Non a caso i personaggi cercano di invertire il corso degli eventi senza averne la capacità. In questo senso pensavo alla scena del ballo di fronte alla piscina, con i due personaggi beati e inconsapevoli rispetto al tradimento dei rispettivi coniugi. È il trionfo dell’inconsapevolezza e dell’ipocrisia
Sì, assolutamente.
Volevo farti una domanda sulla forma del film. Ne I predatori la messinscena, e in particolare immagini e montaggio, determinano il senso della storia come di raro capita nel cinema italiano. Alla stregua di Favolacce, anche I predatori si apre con una sequenza da ricordare. In parte essa si ricollega al seguito e cioè all’esplosione della bomba destinata a ricomporre la “deflagrazione” narrativa imposta alla storia dalla scena introduttiva. Quest’ultima evoca la detonazione dell’ordigno esplosivo anche nel suo essere caratterizzata dalla predominanza di suoni e rumori, dal ritmo sincopato e più in generale da un impatto sensoriale destinato a stordire lo spettatore, come potrebbe farlo l’onda d’urto provocata da un esplosione.

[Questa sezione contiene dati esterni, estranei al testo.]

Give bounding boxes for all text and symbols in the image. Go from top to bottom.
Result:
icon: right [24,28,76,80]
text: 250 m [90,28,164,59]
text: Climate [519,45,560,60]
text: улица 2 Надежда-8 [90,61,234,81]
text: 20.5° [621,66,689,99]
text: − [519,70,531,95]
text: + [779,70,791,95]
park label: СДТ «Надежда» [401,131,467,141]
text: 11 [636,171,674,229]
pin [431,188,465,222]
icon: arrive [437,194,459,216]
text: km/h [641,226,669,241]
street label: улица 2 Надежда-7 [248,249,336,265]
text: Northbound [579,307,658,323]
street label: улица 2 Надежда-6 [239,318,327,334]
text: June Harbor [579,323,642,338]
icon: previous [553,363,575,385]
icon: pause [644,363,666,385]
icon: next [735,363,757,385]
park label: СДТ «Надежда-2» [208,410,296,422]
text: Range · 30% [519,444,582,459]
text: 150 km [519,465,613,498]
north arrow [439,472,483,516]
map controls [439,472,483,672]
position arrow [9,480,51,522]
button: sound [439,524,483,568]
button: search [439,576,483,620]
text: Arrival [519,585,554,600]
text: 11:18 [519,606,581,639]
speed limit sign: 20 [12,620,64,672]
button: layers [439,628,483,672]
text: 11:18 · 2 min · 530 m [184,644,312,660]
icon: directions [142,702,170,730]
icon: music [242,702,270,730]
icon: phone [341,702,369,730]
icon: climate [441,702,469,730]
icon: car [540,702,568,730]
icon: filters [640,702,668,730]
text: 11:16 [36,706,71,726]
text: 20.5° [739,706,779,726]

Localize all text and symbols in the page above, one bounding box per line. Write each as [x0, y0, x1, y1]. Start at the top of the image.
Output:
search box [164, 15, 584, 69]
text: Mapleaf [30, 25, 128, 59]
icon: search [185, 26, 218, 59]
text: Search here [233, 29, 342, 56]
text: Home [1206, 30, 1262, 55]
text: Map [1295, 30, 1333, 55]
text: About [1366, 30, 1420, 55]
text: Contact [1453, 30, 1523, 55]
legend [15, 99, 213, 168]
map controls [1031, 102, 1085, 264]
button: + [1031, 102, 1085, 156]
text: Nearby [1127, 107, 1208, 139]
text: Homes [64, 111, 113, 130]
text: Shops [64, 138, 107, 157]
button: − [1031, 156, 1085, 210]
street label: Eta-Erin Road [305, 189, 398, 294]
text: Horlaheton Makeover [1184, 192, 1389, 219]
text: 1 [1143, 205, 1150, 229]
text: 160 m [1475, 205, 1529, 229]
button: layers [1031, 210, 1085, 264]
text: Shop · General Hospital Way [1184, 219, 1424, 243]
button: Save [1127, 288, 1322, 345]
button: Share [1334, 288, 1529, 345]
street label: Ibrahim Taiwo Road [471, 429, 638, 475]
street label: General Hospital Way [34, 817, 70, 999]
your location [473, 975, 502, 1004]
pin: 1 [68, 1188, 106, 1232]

I predatori è una storia sulla frustrazione e credo che nelle immagini e nel sonoro tutto questo si senta. Il fatto di riconoscere l’arrivo di una macchina che però non vediamo mai passare, come accade in quella sequenza, amplifica il senso di alienazione e la frustrazione che poi ti accompagnerà per tutto il film. Anche l’inganno legato al fatto di pensare che sia il personaggio di Massimo Popolizio a investire la vecchia, mentre invece è colui che le salva la vita concorre al formarsi di queste sensazioni. Da sempre considero la mdp un mezzo in più per raffinare e talvolta esprimere le mie idee.
Il film riflette sulla manipolazione del visivo. I predatori lo fa quando trasforma le immagini del film in quelle del lungometraggio girato dalla regista. La stesso avviene nel momento in cui i personaggi parlano rivolgendosi alla mdp, oppure quando lo spettatore crede di vedere cose diverse da quelle che realmente sono.
Sì, alla fine mi piaceva ci fosse la sala che applaude. A questo proposito mi viene in mente anche quella della Mostra di Venezia al termine della presentazione con le persone che battevano le mani per complimentarsi con me. È stato come guardarsi allo specchio.
Per certi versi I predatori mi ha ricordato un romanzo degli anni ottanta-novanta e cioè American Psycho di Bret Easton Ellis. Anche lì, come nel tuo film, i personaggi non si accorgono della verità che sta di fronte ai loro occhi.
Bellissimo, l’ho letto. Si, Patrick Bateman in pratica confessava i suoi omicidi ma gli altri non capivano cosa diceva. Lui ammetteva la verità e loro non stavano a sentire.
Qui più o meno succede la stessa cosa quando si assiste al tentativo di uccidere il tuo personaggio. Il killer ti punta la pistola alla testa ma nessuno dei presenti, te compreso, se ne accorge.
Quella per me è una delle scene più esemplificative del film. Mi piaceva l’idea di quel personaggio messo dentro un mondo in cui nessuno si accorge di lui. È come se non esistesse, il che è una condizione molto comune nell’esistenza dell’uomo contemporaneo.
Come attore oltre a Freaks Out sarai protagonista di una serie su Francesco Totti. Una responsabilità non da poco, vista l’importanza del personaggio.